* [Directions]:
Among the entries below, find the lines with the word "position" and return them.
--- Records for the task Enclosed Below ---
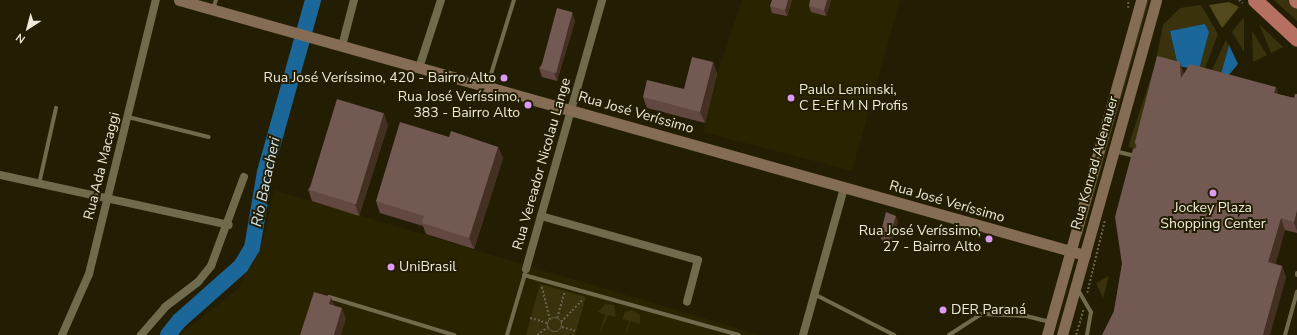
<!DOCTYPE html>
<meta charset="utf-8">
<style>
body{margin:0}
#map{position:relative;width:1297px;height:335px;overflow:hidden;background:#231e03;font-family:"Nunito Sans",sans-serif}
div>[style]{position:absolute}
.built>*{inset:0;background:#2a2300}
.green>*{inset:0;background:#39320c}
.forest>*{inset:0;background:#52491c}
.water>*{inset:0;background:#1c679a}
.river>*{height:16px;margin:-8px;padding:0 8px;transform-origin:8px;border-radius:8px;background:#1c679a}
.path>*{height:1.5px;margin-top:-0.75px;transform-origin:0;background:repeating-linear-gradient(90deg,#66614a 0 2px,transparent 0 4px)}
.path>.ring{margin:-0.75px;padding:0;box-sizing:content-box;background:none;border:1.5px solid #66614a;border-radius:50%}
.lane>*{height:4px;margin:-2px;padding:0 2px;transform-origin:2px;border-radius:2px;background:#716b4e}
.street>*{height:8px;margin:-4px;padding:0 4px;transform-origin:4px;border-radius:4px;background:#716b4e}
.secondary>*{height:11px;margin:-5.5px;padding:0 5.5px;transform-origin:5.5px;border-radius:5.5px;background:#856c54}
.highway>*{height:15px;margin:-7.5px;padding:0 7.5px;transform-origin:7.5px;border-radius:7.5px;background:#b57062}
.wall>*{inset:0;background:#634841}
.shaded-wall>*{inset:0;background:#433022}
.building>*{inset:0;background:#725a52;transform-origin:0 0}
.dots>*{width:11px;height:11px;translate:-50% -50%;box-sizing:border-box;border:2px solid #231e03;border-radius:50%}
span{translate:-50% -50%;white-space:nowrap;text-align:center;line-height:1.15;-webkit-text-stroke:4px #231e03;paint-order:stroke}
.poi-label{font-size:14px;color:#edeada}
.right{translate:-100% -50%;text-align:right}
.left{translate:0 -50%;text-align:left}
.street-label{font-size:14px;color:#edeada}
.water-label{font-size:15px;color:#d3e4f3;font-style:italic}
.north{position:absolute;left:8px;top:8px;width:40px;height:40px;-webkit-text-stroke:3px #231e03;paint-order:stroke;rotate:216deg;font-size:11px;font-weight:700;line-height:16px;text-align:center;color:#edeada}
.north::after{content:'';display:block;margin:auto;width:14px;height:18px;background:#edeada;clip-path:polygon(50% 0,100% 100%,50% 72%,0 100%)}
</style>
<div id="map">
<div class="built">
<div style="clip-path:polygon(742px 0,900px 0,852px 171px,703px 132px,717px 74px)"></div>
<div style="clip-path:polygon(274px 190px,760px 335px,180px 335px,238px 289px,262px 245px)"></div>
</div>
<div class="green">
<div style="clip-path:polygon(1146px 0,1149px 0,1082px 236px,1080px 236px)"></div>
<div style="clip-path:polygon(1274px 0,1288px 0,1297px 9px,1297px 21px)"></div>
<div style="clip-path:polygon(1201px 5px,1218px 34px,1204px 71px,1199px 70px,1209px 32px,1205px 25px,1170px 31px,1178px 66px,1140px 150px,1128px 147px,1155px 65px,1163px 25px,1180px 8px)"></div>
<div style="clip-path:polygon(1244px 17px,1244px 52px,1232px 32px)"></div>
<div style="clip-path:polygon(1259px 24px,1283px 47px,1271px 53px)"></div>
<div style="clip-path:polygon(1252px 31px,1267px 55px,1253px 62px)"></div>
<div style="clip-path:polygon(1226px 40px,1229px 45px,1221px 74px,1211px 72px)"></div>
<div style="clip-path:polygon(1109px 276px,1103px 298px,1096px 283px)"></div>
<div style="clip-path:polygon(540px 284px,586px 297px,575px 335px,526px 335px)"></div>
<div style="clip-path:polygon(605px 304px,614px 305px,616px 317px,608px 315px,599px 335px,605px 315px,598px 312px)"></div>
<div style="clip-path:polygon(632px 310px,640px 315px,640px 324px,631px 321px,625px 335px,629px 321px,622px 319px,625px 312px)"></div>
</div>
<div class="forest">
<div style="clip-path:polygon(1229px 2px,1239px 7px,1222px 28px,1209px 5px)"></div>
</div>
<div class="water">
<div style="clip-path:polygon(1205px 24px,1209px 32px,1199px 70px,1178px 66px,1170px 31px)"></div>
<div style="clip-path:polygon(1229px 45px,1238px 64px,1228px 76px,1221px 74px)"></div>
</div>
<div class="river">
<div style="left:168px;top:335px;width:18px;rotate:-52deg"></div>
<div style="left:179px;top:321px;width:83px;rotate:-41.6deg"></div>
<div style="left:241px;top:266px;width:21px;rotate:-59deg"></div>
<div style="left:252px;top:248px;width:77px;rotate:-80.3deg"></div>
<div style="left:265px;top:172px;width:179px;rotate:-74.4deg"></div>
</div>
<div class="path">
<div style="left:1239px;top:0;width:5px;rotate:37deg"></div>
<div style="left:1128px;top:8px;width:8px;rotate:-90deg"></div>
<div style="left:542px;top:287px;width:34px;rotate:76deg"></div>
<div style="left:1087px;top:293px;width:76px;rotate:-76.3deg"></div>
<div class="ring" style="left:548px;top:318px;width:12.5px;height:12.5px"></div>
<div style="left:530px;top:318px;width:19px;rotate:16deg"></div>
<div style="left:557px;top:318px;width:26px;rotate:-74deg"></div>
<div style="left:561px;top:322px;width:32px;rotate:-46deg"></div>
<div style="left:562px;top:327px;width:15px;rotate:16deg"></div>
<div style="left:537px;top:335px;width:14px;rotate:-36deg"></div>
<div style="left:1076px;top:335px;width:26px;rotate:-74deg"></div>
</div>
<div class="lane">
<div style="left:213px;top:9px;width:9px;rotate:-72deg"></div>
<div style="left:487px;top:87px;width:91px;rotate:-72.8deg"></div>
<div style="left:128px;top:117px;width:83px;rotate:13.9deg"></div>
<div style="left:1114px;top:151px;width:22px;rotate:13deg"></div>
<div style="left:39px;top:184px;width:78px;rotate:-77.4deg"></div>
<div style="left:1297px;top:273px;width:2px;rotate:90deg"></div>
<div style="left:524px;top:275px;width:223px;rotate:15.6deg"></div>
<div style="left:1077px;top:288px;width:28px;rotate:60deg"></div>
<div style="left:1091px;top:312px;width:23px;rotate:100deg"></div>
<div style="left:814px;top:294px;width:90px;rotate:27.1deg"></div>
<div style="left:329px;top:297px;width:131px;rotate:16.9deg"></div>
<div style="left:507px;top:335px;width:64px;rotate:-73.6deg"></div>
<div style="left:949px;top:335px;width:38px;rotate:-33deg"></div>
<div style="left:981px;top:314px;width:45px;rotate:2.5deg"></div>
<div style="left:1026px;top:316px;width:25px;rotate:14deg"></div>
<div style="left:1285px;top:335px;width:45px;rotate:-74.4deg"></div>
</div>
<div class="street">
<div style="left:342px;top:46px;width:48px;rotate:-75.4deg"></div>
<div style="left:419px;top:68px;width:71px;rotate:-72.1deg"></div>
<div style="left:0;top:175px;width:234px;rotate:12.3deg"></div>
<div style="left:541px;top:216px;width:163px;rotate:15.7deg"></div>
<div style="left:698px;top:260px;width:43px;rotate:104.7deg"></div>
<div style="left:526px;top:269px;width:280px;rotate:-74.2deg"></div>
<div style="left:62px;top:335px;width:67px;rotate:-66.1deg"></div>
<div style="left:89px;top:274px;width:282px;rotate:-76.3deg"></div>
<div style="left:141px;top:335px;width:37px;rotate:-49deg"></div>
<div style="left:165px;top:307px;width:41px;rotate:-37.1deg"></div>
<div style="left:198px;top:282px;width:21px;rotate:-51deg"></div>
<div style="left:211px;top:266px;width:95px;rotate:-69.7deg"></div>
<div style="left:803px;top:335px;width:153px;rotate:-74.4deg"></div>
</div>
<div class="secondary">
<div style="left:179px;top:0;width:941px;rotate:15.72deg"></div>
<div style="left:1047px;top:335px;width:348px;rotate:-74.3deg"></div>
<div style="left:1062px;top:335px;width:348px;rotate:-74.3deg"></div>
</div>
<div class="highway">
<div style="left:1255px;top:0;width:57px;rotate:42.9deg"></div>
<div style="left:1296px;top:0;width:1px;rotate:45deg"></div>
</div>
<div class="wall">
<div style="clip-path:polygon(792px 0,787px 16px,772px 13px,770px 6px)"></div>
<div style="clip-path:polygon(831px 0,826px 16px,811px 12px,809px 6px)"></div>
<div style="clip-path:polygon(575px 21px,557px 81px,542px 77px,539px 68px)"></div>
<div style="clip-path:polygon(713px 62px,717px 74px,705px 123px,647px 108px,643px 97px,684px 89px)"></div>
<div style="clip-path:polygon(1184px 73px,1278px 94px,1294px 98px,1297px 94px,1297px 233px,1285px 230px,1275px 264px,1282px 266px,1286px 278px,1114px 311px,1122px 264px,1136px 147px,1135px 142px)"></div>
<div style="clip-path:polygon(388px 125px,359px 216px,312px 201px,308px 189px)"></div>
<div style="clip-path:polygon(449px 137px,498px 147px,503px 158px,474px 249px,426px 234px,423px 226px,380px 213px,376px 201px)"></div>
<div style="clip-path:polygon(898px 222px,891px 243px,882px 241px,880px 235px)"></div>
</div>
<div class="shaded-wall">
<div style="clip-path:polygon(788px 0,792px 0,787px 16px,785px 10px)"></div>
<div style="clip-path:polygon(827px 0,831px 0,826px 16px,824px 10px)"></div>
<div style="clip-path:polygon(572px 12px,575px 21px,557px 81px,554px 72px)"></div>
<div style="clip-path:polygon(713px 62px,717px 74px,705px 123px,700px 112px)"></div>
<div style="clip-path:polygon(1180px 62px,1184px 73px,1181px 78px)"></div>
<div style="clip-path:polygon(1276px 87px,1280px 99px,1274px 93px)"></div>
<div style="clip-path:polygon(384px 113px,388px 125px,359px 216px,355px 204px)"></div>
<div style="clip-path:polygon(498px 147px,503px 158px,474px 249px,469px 238px)"></div>
<div style="clip-path:polygon(1297px 210px,1297px 231px,1294px 222px)"></div>
<div style="clip-path:polygon(896px 216px,898px 222px,891px 243px,889px 237px)"></div>
<div style="clip-path:polygon(1281px 218px,1285px 230px,1273px 274px,1268px 262px)"></div>
<div style="clip-path:polygon(1282px 266px,1286px 278px,1270px 335px,1263px 335px)"></div>
<div style="clip-path:polygon(331px 297px,335px 308px,329px 304px)"></div>
<div style="clip-path:polygon(342px 308px,346px 319px,341px 335px,334px 335px)"></div>
</div>
<div class="building">
<div style="clip-path:polygon(772px 0,788px 0,785px 10px,770px 6px)"></div>
<div style="clip-path:polygon(810px 0,827px 0,824px 10px,809px 6px)"></div>
<div style="left:557px;top:8px;width:16px;height:63px;rotate:15deg"></div>
<div style="clip-path:polygon(1157px 56px,1180px 62px,1181px 78px,1190px 64px,1276px 87px,1274px 93px,1294px 98px,1295px 94px,1297px 94px,1297px 210px,1294px 222px,1281px 218px,1268px 262px,1282px 266px,1263px 335px,1102px 335px,1114px 311px,1122px 264px,1115px 217px,1133px 149px,1137px 147px,1135px 142px)"></div>
<div style="clip-path:polygon(692px 57px,713px 62px,700px 112px,643px 97px,647px 80px,684px 89px)"></div>
<div style="left:337px;top:99px;width:49px;height:95px;rotate:17deg"></div>
<div style="clip-path:polygon(400px 122px,449px 137px,451px 131px,498px 147px,469px 238px,422px 223px,424px 216px,376px 201px)"></div>
<div style="clip-path:polygon(886px 212px,896px 216px,889px 237px,880px 235px)"></div>
<div style="clip-path:polygon(314px 292px,331px 297px,329px 304px,342px 308px,334px 335px,300px 335px)"></div>
</div>
<div class="dots">
<div style="left:504px;top:78px;background:#dc99f5"></div>
<div style="left:791px;top:98px;background:#dc99f5"></div>
<div style="left:528px;top:105px;background:#dc99f5"></div>
<div style="left:1213px;top:193px;background:#dc99f5"></div>
<div style="left:989px;top:239px;background:#dc99f5"></div>
<div style="left:391px;top:267px;background:#dc99f5"></div>
<div style="left:943px;top:310px;background:#dc99f5"></div>
</div>
<div class="poi-label">
<span class="right" style="left:496px;top:78px">Rua José Veríssimo, 420 - Bairro Alto</span>
<span class="left" style="left:799px;top:98px">Paulo Leminski,<br>C E-Ef M N Profis</span>
<span class="right" style="left:520px;top:105px">Rua José Veríssimo,<br>383 - Bairro Alto</span>
<span style="left:1213px;top:216px">Jockey Plaza<br>Shopping Center</span>
<span class="right" style="left:981px;top:239px">Rua José Veríssimo,<br>27 - Bairro Alto</span>
<span class="left" style="left:399px;top:267px">UniBrasil</span>
<span class="left" style="left:951px;top:310px">DER Paraná</span>
</div>
<div class="street-label">
<span style="left:636px;top:113px;rotate:16deg">Rua José Veríssimo</span>
<span style="left:1095px;top:163px;rotate:-74deg">Rua Konrad Adenauer</span>
<span style="left:542px;top:164px;rotate:-74deg">Rua Vereador Nicolau Lange</span>
<span style="left:102px;top:166px;rotate:-76deg">Rua Ada Macaggi</span>
<span style="left:947px;top:202px;rotate:16deg">Rua José Veríssimo</span>
</div>
<div class="water-label">
<span style="left:266px;top:182px;rotate:-78deg">Rio Bacacheri</span>
</div>
<div class="north">N</div>
</div>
--- End of Enclosed Records for the task ---
* [Written solution]:
#map{position:relative;width:1297px;height:335px;overflow:hidden;background:#231e03;font-family:"Nunito Sans",sans-serif}
div>[style]{position:absolute}
.north{position:absolute;left:8px;top:8px;width:40px;height:40px;-webkit-text-stroke:3px #231e03;paint-order:stroke;rotate:216deg;font-size:11px;font-weight:700;line-height:16px;text-align:center;color:#edeada}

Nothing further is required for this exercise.